◆ **The data**
* * *

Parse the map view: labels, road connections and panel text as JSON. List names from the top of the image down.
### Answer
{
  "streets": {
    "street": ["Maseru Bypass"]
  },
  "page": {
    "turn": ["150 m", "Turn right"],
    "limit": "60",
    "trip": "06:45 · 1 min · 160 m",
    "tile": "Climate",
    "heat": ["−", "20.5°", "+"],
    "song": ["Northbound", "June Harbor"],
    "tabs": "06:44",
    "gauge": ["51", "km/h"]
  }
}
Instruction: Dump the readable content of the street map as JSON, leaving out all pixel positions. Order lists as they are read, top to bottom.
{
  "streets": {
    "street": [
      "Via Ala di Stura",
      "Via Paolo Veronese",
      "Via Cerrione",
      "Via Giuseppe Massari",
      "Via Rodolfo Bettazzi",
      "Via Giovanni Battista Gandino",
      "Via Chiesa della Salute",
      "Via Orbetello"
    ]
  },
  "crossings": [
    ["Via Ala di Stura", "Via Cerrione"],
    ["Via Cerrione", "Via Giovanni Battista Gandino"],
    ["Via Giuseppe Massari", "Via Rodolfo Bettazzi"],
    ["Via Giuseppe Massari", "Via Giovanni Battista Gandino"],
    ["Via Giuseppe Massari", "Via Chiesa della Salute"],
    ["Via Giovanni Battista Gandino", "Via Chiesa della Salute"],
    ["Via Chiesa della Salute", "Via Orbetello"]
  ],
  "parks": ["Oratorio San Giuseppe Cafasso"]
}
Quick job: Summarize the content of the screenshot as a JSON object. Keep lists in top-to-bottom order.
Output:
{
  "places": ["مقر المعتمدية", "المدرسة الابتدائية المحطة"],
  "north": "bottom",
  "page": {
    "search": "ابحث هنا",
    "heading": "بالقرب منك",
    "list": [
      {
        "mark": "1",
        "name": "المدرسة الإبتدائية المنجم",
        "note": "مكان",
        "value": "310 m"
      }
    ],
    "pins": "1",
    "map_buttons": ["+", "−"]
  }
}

* * *

◆ **Work required**
In this exercise, reproduce the material word for word, in full.

◆ **Task result**
Parse the map view: labels, road connections and panel text as JSON. List names from the top of the image down.
### Answer
{
  "streets": {
    "street": ["Maseru Bypass"]
  },
  "page": {
    "turn": ["150 m", "Turn right"],
    "limit": "60",
    "trip": "06:45 · 1 min · 160 m",
    "tile": "Climate",
    "heat": ["−", "20.5°", "+"],
    "song": ["Northbound", "June Harbor"],
    "tabs": "06:44",
    "gauge": ["51", "km/h"]
  }
}
Instruction: Dump the readable content of the street map as JSON, leaving out all pixel positions. Order lists as they are read, top to bottom.
{
  "streets": {
    "street": [
      "Via Ala di Stura",
      "Via Paolo Veronese",
      "Via Cerrione",
      "Via Giuseppe Massari",
      "Via Rodolfo Bettazzi",
      "Via Giovanni Battista Gandino",
      "Via Chiesa della Salute",
      "Via Orbetello"
    ]
  },
  "crossings": [
    ["Via Ala di Stura", "Via Cerrione"],
    ["Via Cerrione", "Via Giovanni Battista Gandino"],
    ["Via Giuseppe Massari", "Via Rodolfo Bettazzi"],
    ["Via Giuseppe Massari", "Via Giovanni Battista Gandino"],
    ["Via Giuseppe Massari", "Via Chiesa della Salute"],
    ["Via Giovanni Battista Gandino", "Via Chiesa della Salute"],
    ["Via Chiesa della Salute", "Via Orbetello"]
  ],
  "parks": ["Oratorio San Giuseppe Cafasso"]
}
Quick job: Summarize the content of the screenshot as a JSON object. Keep lists in top-to-bottom order.
Output:
{
  "places": ["مقر المعتمدية", "المدرسة الابتدائية المحطة"],
  "north": "bottom",
  "page": {
    "search": "ابحث هنا",
    "heading": "بالقرب منك",
    "list": [
      {
        "mark": "1",
        "name": "المدرسة الإبتدائية المنجم",
        "note": "مكان",
        "value": "310 m"
      }
    ],
    "pins": "1",
    "map_buttons": ["+", "−"]
  }
}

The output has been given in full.